As more of our marketplace goes virtual, and as we purchase fewer “hard items” for things like reading, entertainment, software (think e-readers, i-tunes, and SaaS models), thereby further shrinking the tax base, cash-strapped states continue in their clever attempts to raise revenue. One tactic that has been expanding into more states over the years is something called “click-through” nexus and its companion “affiliate nexus”. The idea behind these laws challenges the traditional thinking about what it means to have physical presence in a state, and makes it easier for states to require companies to collect sales tax on sales to customers within the state. More states are enacting these types of statutes, partially as a stop gap measure to fill the hole left both by the changing marketplace and by Congress’s inability to pass a comprehensive sales tax reform bill such as the proposed Marketplace Fairness Act.

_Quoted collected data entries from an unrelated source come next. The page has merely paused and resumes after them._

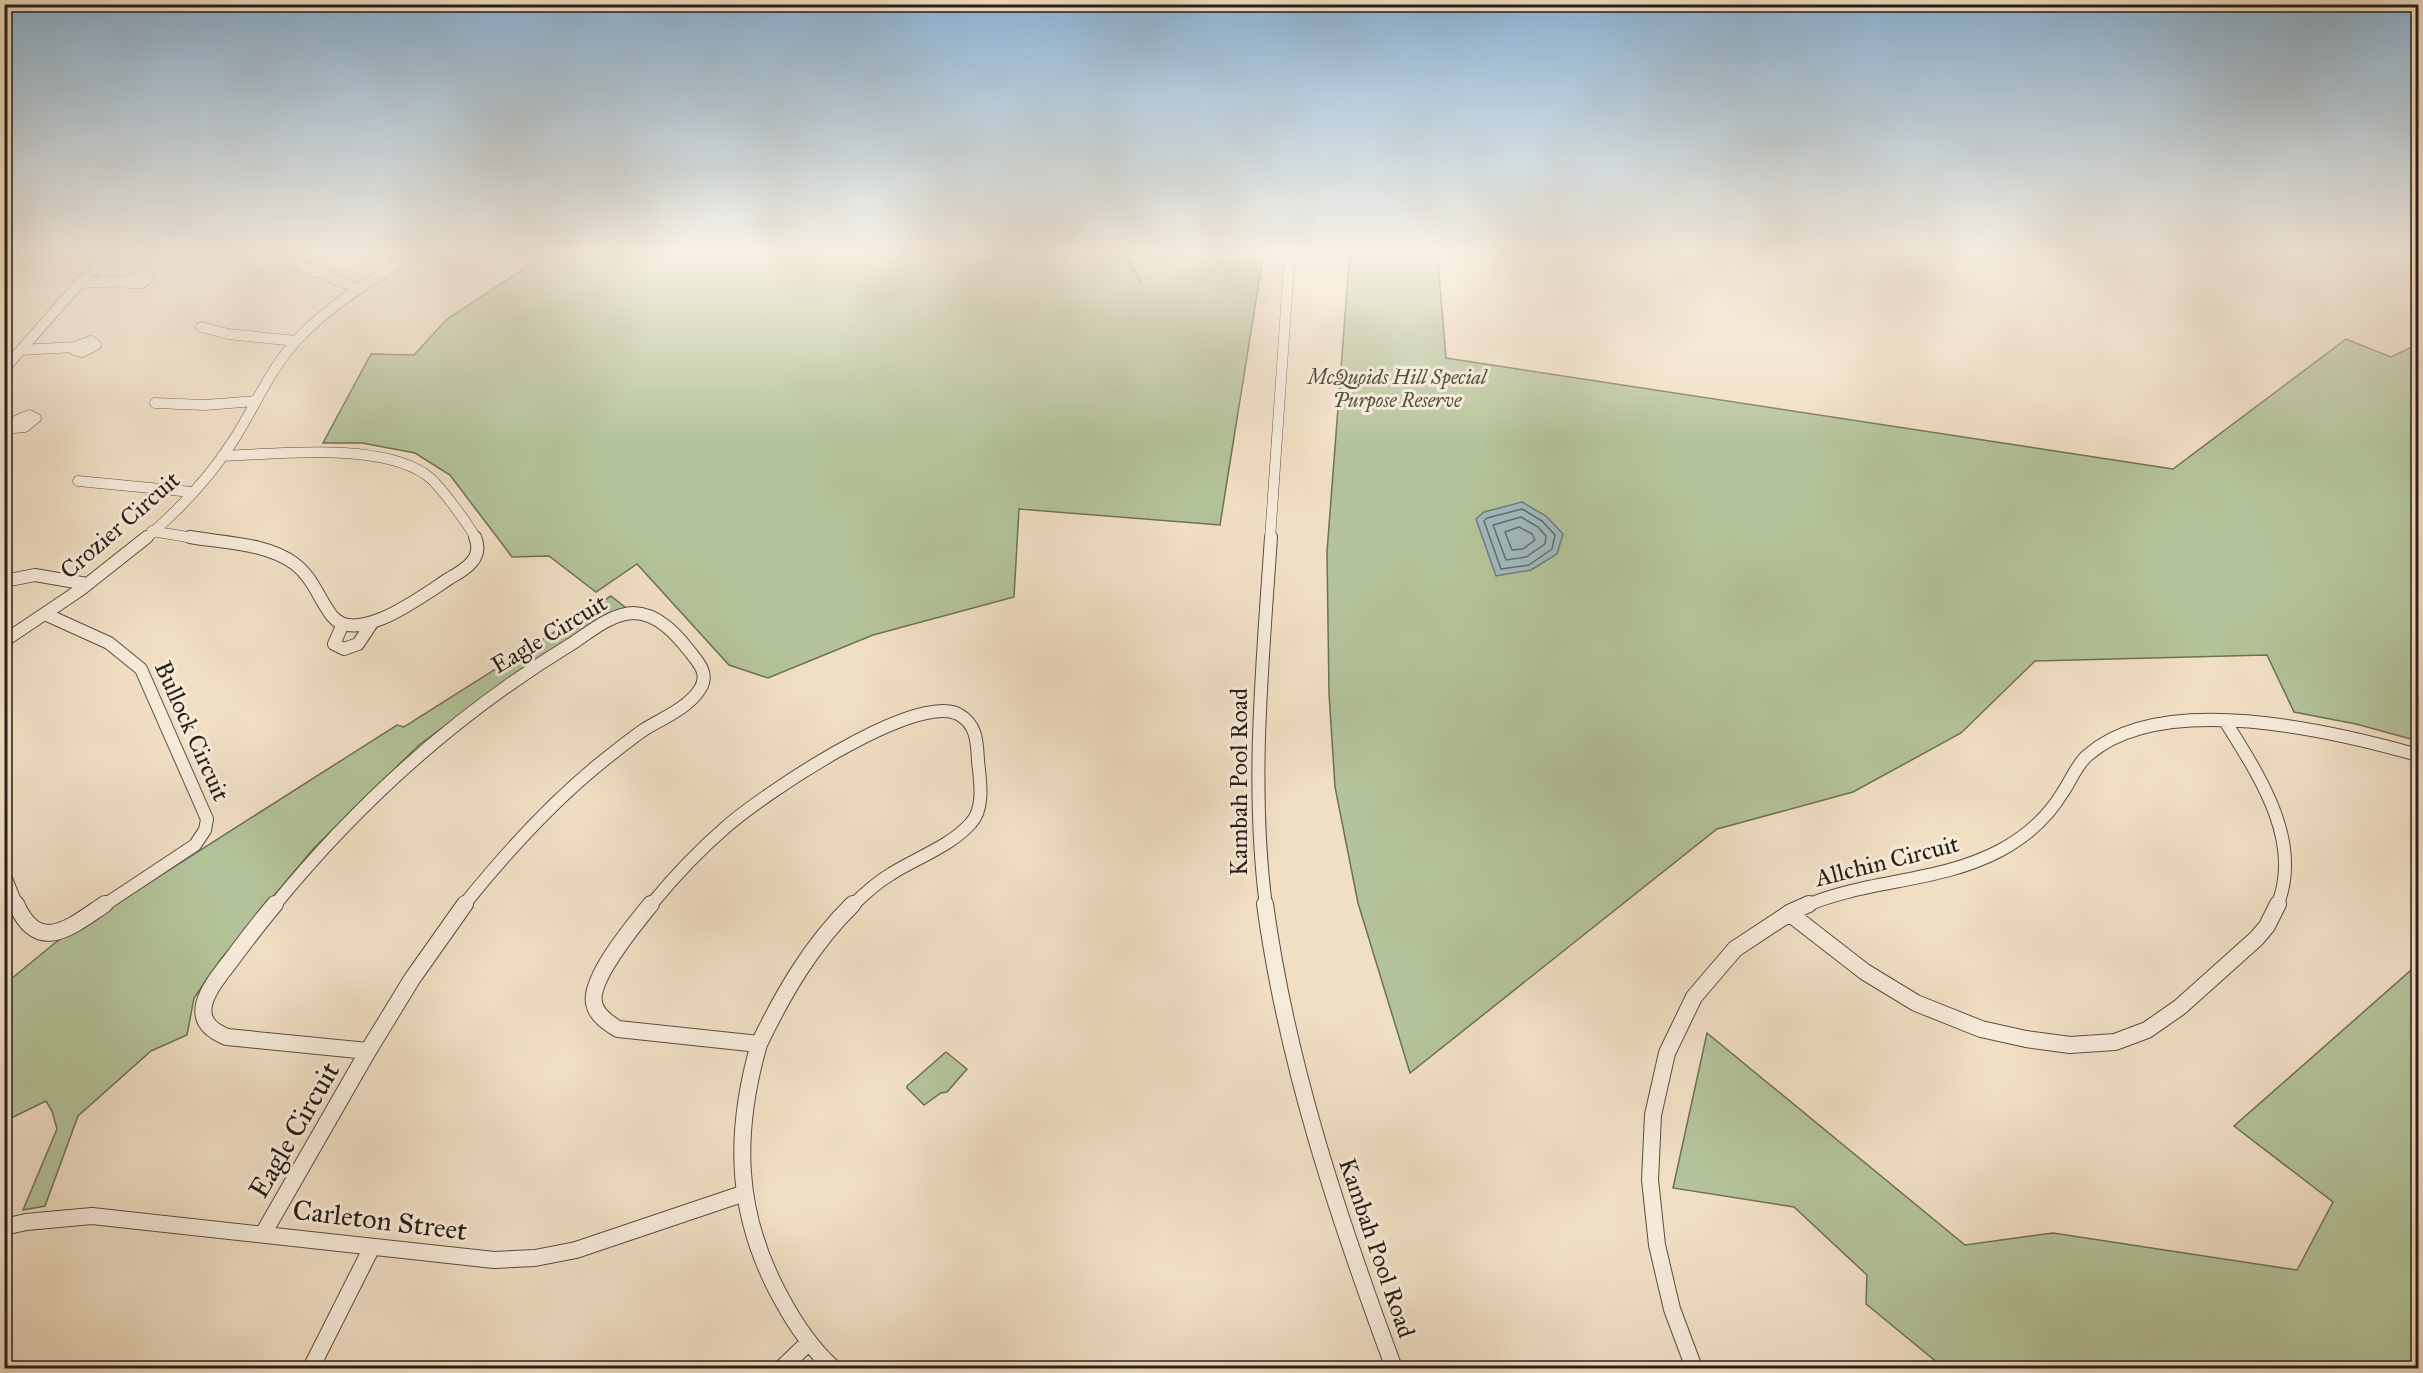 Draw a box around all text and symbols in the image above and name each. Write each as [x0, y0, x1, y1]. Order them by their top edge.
park label: McQuoids Hill Special Purpose Reserve [1306, 365, 1488, 413]
street label: Crozier Circuit [54, 464, 186, 585]
street label: Eagle Circuit [486, 587, 613, 680]
street label: Bullock Circuit [148, 656, 236, 806]
street label: Kambah Pool Road [1224, 688, 1254, 876]
street label: Allchin Circuit [1811, 829, 1962, 894]
street label: Eagle Circuit [241, 1056, 347, 1204]
street label: Kambah Pool Road [1332, 1154, 1422, 1342]
street label: Carleton Street [291, 1192, 469, 1248]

How does a typical “click through” law work? Essentially, an out of state company (headquartered, for instance, in Washington) enlists independent contractors located within a state (say California) to add links to their websites, linking back to the out of state company’s website. In the above example, the WA company pays a commission or other compensation to the CA resident for including the link on their page. Under most “click through” laws, the California agent relationship now gives the WA company nexus in California and requires the WA company to collect and remit California’s sales tax on sales made to California customers. New Jersey just became the latest state to adopt click-through nexus legislation. California, Connecticut, North Carolina, Pennsylvania and New York are just a few of the dozen or so states with similar laws. Similar to other states, the New Jersey provision makes it a seller’s duty to collect and remit sales tax for specific items like tangible personal property or certain digital products when a company uses a commissioned independent contractor or other representative who is physically located in the state to refer a customer to the business.

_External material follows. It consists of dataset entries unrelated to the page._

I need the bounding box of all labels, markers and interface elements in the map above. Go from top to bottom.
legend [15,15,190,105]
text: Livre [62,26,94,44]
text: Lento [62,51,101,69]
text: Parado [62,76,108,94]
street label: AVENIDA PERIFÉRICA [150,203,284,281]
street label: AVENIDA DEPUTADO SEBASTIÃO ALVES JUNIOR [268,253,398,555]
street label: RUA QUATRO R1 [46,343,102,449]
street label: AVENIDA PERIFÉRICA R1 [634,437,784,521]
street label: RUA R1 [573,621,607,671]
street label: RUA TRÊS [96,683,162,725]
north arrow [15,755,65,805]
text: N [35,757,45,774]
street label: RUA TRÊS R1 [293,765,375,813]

Why Click-Through Nexus Matters
The concern here is the switch away from the long-held view of substantial physical presence. In the click-through nexus model, an independent contractor that has very little (or no) real contact with a company beyond an icon on their website can create nexus. As such, a business can have no other presence in a state except for a loose collection of representatives and would still be required to collect sales tax. Is that really fair? We’re starting to see this type of legislation growing nationwide as states grapple with the issue of an overall expanded sales tax. In the absence of a national standard it’s no surprise that states like New Jersey are taking matters into their own hands. But we also wonder, will this trend cease if Congress steps forward and passes the revised Marketplace Fairness Act? Only time will tell!